== Problem statement ==
After dropping the pictures, give again exactly the lines of the data from its first line through the line with "0 #445148) drop-shadow(-2px", which is included as well.

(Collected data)
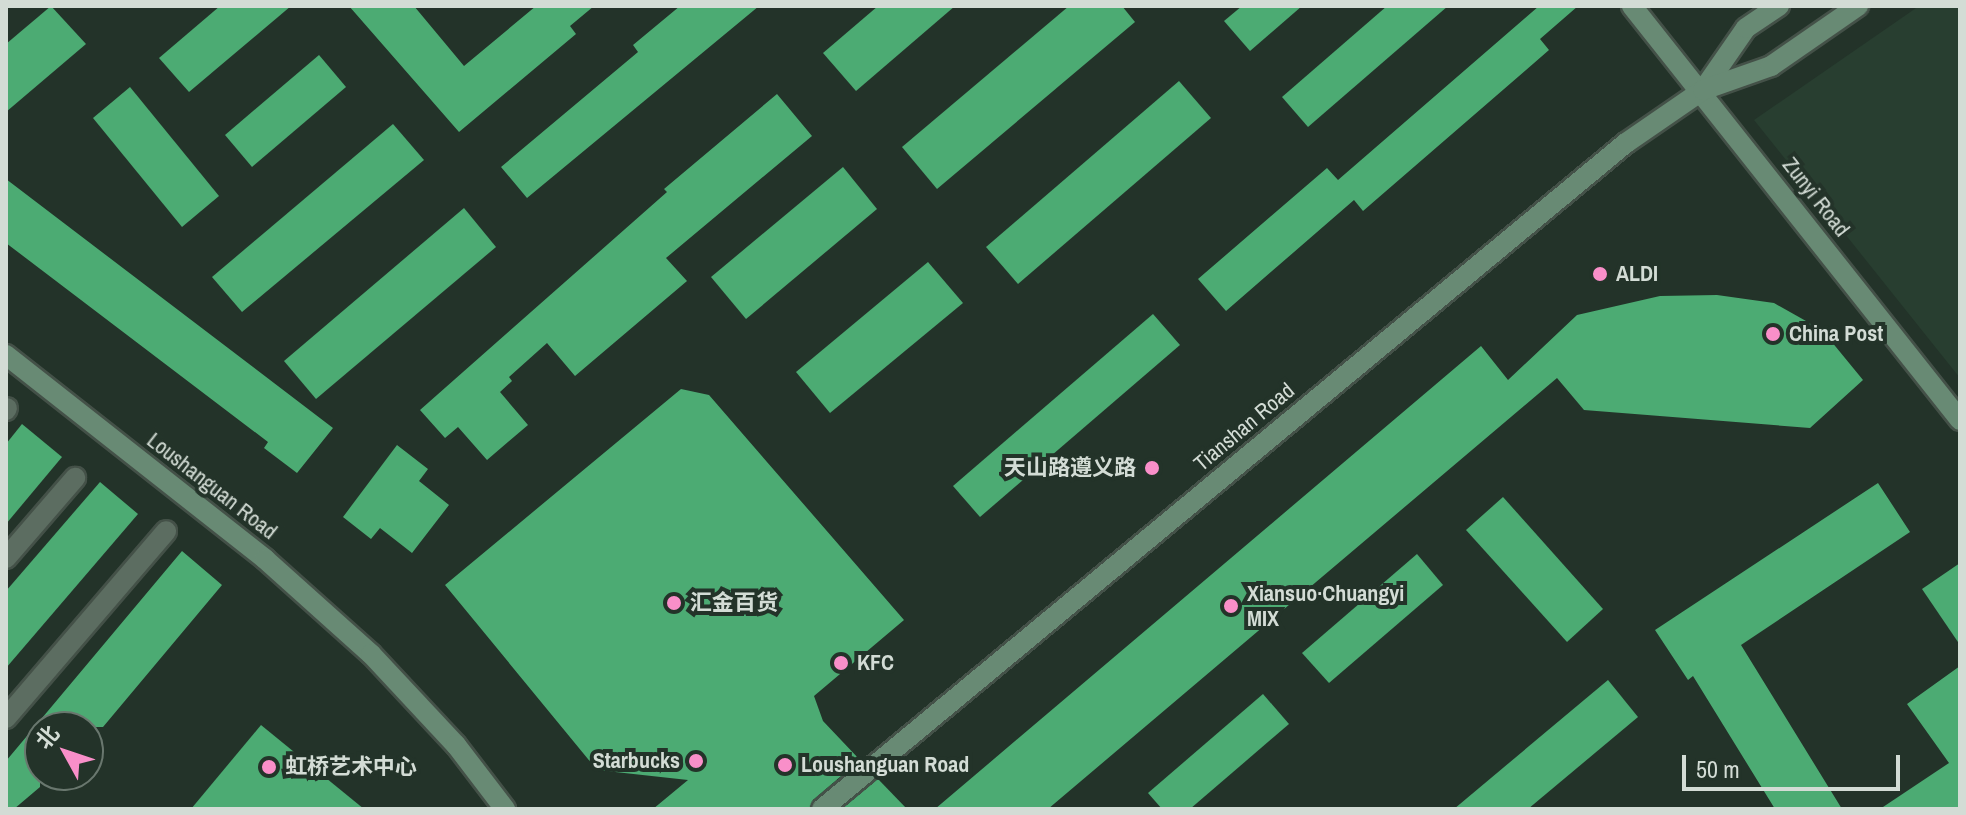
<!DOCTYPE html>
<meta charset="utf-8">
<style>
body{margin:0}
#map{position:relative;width:1966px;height:815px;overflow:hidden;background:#233329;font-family:"Archivo Narrow","Noto Sans SC",sans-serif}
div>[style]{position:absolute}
.built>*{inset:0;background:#283e30}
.building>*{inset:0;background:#4cab73}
.roads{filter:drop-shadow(2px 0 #445148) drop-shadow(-2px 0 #445148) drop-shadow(0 2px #445148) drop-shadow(0 -2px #445148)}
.street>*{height:20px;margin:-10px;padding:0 10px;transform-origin:10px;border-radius:10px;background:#5c6d61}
.secondary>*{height:20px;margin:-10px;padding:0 10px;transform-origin:10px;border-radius:10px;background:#688a74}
.dots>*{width:22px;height:22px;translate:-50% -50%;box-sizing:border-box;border:4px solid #233329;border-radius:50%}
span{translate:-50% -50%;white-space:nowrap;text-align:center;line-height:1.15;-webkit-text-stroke:8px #233329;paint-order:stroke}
.street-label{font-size:22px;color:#d3dcd5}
.poi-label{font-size:22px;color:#d3dcd5;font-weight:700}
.left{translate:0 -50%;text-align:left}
.right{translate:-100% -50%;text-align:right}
.frame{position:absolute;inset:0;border:8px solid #d3dcd5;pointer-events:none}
.north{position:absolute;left:24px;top:711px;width:80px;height:80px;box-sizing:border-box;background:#233329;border:2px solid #69776e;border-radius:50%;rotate:310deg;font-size:22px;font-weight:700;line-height:32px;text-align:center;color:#d3dcd5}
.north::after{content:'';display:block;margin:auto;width:28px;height:36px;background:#f98fc9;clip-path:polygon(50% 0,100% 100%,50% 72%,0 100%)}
.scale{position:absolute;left:1682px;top:755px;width:218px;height:36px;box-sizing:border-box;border:4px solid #d3dcd5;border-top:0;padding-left:10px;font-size:24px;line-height:28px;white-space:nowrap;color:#d3dcd5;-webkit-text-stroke:6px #233329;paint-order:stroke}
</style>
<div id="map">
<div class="built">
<div style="clip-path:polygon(1919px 6px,1960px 6px,1960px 378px,1754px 120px)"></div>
</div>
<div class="building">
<div style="clip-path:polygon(51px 6px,86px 44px,6px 112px,6px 44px)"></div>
<div style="clip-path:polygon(220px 6px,291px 6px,189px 92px,159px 58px)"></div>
<div style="clip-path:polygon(349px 6px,414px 6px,464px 66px,536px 6px,594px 6px,570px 26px,576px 34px,459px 132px)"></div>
<div style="clip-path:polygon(680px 6px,759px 6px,527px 198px,501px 167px,638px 52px,633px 45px)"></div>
<div style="clip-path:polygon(878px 6px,955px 6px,856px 91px,823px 53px)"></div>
<div style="clip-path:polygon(1069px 6px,1122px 6px,1135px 22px,937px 189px,902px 147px)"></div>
<div style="clip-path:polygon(1242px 6px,1302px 6px,1250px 51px,1224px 21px)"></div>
<div style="clip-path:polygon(1387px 6px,1448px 6px,1308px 127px,1282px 97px)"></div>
<div style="clip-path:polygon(1539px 6px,1578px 6px,1540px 39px,1549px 50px,1363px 211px,1354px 200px,1226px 311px,1198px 279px,1327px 168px,1338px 180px)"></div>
<div style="clip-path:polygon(319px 55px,346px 87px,252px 167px,225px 135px)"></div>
<div style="clip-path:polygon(1179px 81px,1211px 118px,1018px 284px,986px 247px)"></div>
<div style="clip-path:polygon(130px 87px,219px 196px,182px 227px,93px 118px)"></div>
<div style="clip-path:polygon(777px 94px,812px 136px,666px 258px,687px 281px,575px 376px,547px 343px,509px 377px,512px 381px,500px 392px,528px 425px,487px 460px,458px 427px,445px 438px,420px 410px,667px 192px,664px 189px)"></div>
<div style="clip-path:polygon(393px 124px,424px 160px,242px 312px,212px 277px)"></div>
<div style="clip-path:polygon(843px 167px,877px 209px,746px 319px,711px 277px)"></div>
<div style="clip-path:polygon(6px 179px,333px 428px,297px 473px,264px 448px,268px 442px,6px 243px)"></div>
<div style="clip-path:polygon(464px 208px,496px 247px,316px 399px,284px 361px)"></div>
<div style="clip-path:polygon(928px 262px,963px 303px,830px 413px,796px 372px)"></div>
<div style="clip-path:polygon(1717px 295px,1774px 303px,1822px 330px,1863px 380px,1810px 428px,1584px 410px,1557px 378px,1048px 809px,935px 809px,1481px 346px,1508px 380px,1577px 315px,1660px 296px)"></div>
<div style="clip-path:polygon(1153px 314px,1180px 345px,980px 517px,953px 486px)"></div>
<div style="clip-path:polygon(681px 389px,709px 395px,904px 620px,814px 696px,823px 721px,860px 760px,814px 799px,809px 809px,653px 809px,688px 780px,597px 770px,445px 585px)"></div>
<div style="clip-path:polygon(22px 424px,62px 457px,6px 524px,6px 444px)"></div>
<div style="clip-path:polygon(397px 445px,428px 469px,419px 481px,449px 505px,412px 553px,380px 528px,371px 539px,343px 517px)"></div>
<div style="clip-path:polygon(100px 482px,138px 514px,6px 668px,6px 591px)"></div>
<div style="clip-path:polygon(1878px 483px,1910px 532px,1741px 645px,1842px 809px,1775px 809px,1693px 676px,1688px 680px,1655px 630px)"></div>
<div style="clip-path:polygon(1503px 497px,1603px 609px,1567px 642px,1466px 530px)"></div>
<div style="clip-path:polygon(182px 551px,222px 585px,103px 727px,40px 727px,40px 787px,14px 809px,6px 809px,6px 761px)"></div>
<div style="clip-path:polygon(1417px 554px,1443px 585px,1329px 683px,1302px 653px)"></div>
<div style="clip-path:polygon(1960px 563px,1960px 645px,1922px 589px)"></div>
<div style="clip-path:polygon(1960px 666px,1960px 809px,1880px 809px,1949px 763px,1907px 704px)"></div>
<div style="clip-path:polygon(1608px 680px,1638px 717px,1528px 809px,1454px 809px)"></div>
<div style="clip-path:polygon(1263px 694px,1289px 724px,1190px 809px,1162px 809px,1148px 793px)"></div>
<div style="clip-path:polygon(261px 725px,364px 809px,191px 809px)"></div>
<div style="clip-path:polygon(878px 779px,907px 809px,842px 809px)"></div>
</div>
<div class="roads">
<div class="street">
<div style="left:6px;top:410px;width:2px;rotate:-63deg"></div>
<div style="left:6px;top:558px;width:106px;rotate:-49.2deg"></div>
<div style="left:6px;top:718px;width:246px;rotate:-49.4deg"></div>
</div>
<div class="secondary">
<div style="left:1632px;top:6px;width:528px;rotate:51.61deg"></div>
<div style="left:1703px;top:90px;width:75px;rotate:-55.3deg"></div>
<div style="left:1746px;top:28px;width:40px;rotate:-34deg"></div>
<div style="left:6px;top:355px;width:330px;rotate:38.2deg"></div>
<div style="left:265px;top:559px;width:142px;rotate:41.9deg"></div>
<div style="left:371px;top:654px;width:125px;rotate:47deg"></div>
<div style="left:456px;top:745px;width:81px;rotate:52.6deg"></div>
<div style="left:822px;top:809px;width:1044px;rotate:-39.64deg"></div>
<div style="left:1626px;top:143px;width:93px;rotate:-34.5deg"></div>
<div style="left:1703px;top:90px;width:72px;rotate:-19.4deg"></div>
<div style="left:1771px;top:66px;width:106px;rotate:-34.6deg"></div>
</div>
</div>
<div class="dots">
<div style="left:1600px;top:274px;background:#f98fc9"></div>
<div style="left:1773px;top:334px;background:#f98fc9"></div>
<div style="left:1152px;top:468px;background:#f98fc9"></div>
<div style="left:674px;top:603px;background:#f98fc9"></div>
<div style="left:1231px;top:606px;background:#f98fc9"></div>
<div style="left:841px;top:663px;background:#f98fc9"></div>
<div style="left:696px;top:761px;background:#f98fc9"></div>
<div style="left:785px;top:765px;background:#f98fc9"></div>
<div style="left:269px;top:767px;background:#f98fc9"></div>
</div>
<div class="street-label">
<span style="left:1816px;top:197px;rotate:52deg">Zunyi Road</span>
<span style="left:1244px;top:427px;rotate:-40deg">Tianshan Road</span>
<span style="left:212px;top:486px;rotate:38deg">Loushanguan Road</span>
</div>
<div class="poi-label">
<span class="left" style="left:1616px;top:274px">ALDI</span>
<span class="left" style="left:1789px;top:334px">China Post</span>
<span class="right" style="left:1136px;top:468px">天山路遵义路</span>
<span class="left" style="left:1247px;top:606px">Xiansuo·Chuangyi<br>MIX</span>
<span class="left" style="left:690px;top:603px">汇金百货</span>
<span class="left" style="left:857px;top:663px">KFC</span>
<span class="right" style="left:680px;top:761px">Starbucks</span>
<span class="left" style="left:801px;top:765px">Loushanguan Road</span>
<span class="left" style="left:285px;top:767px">虹桥艺术中心</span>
</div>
<div class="frame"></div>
<div class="north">北</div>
<div class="scale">50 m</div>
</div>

== Exercise response ==
<!DOCTYPE html>
<meta charset="utf-8">
<style>
body{margin:0}
#map{position:relative;width:1966px;height:815px;overflow:hidden;background:#233329;font-family:"Archivo Narrow","Noto Sans SC",sans-serif}
div>[style]{position:absolute}
.built>*{inset:0;background:#283e30}
.building>*{inset:0;background:#4cab73}
.roads{filter:drop-shadow(2px 0 #445148) drop-shadow(-2px 0 #445148) drop-shadow(0 2px #445148) drop-shadow(0 -2px #445148)}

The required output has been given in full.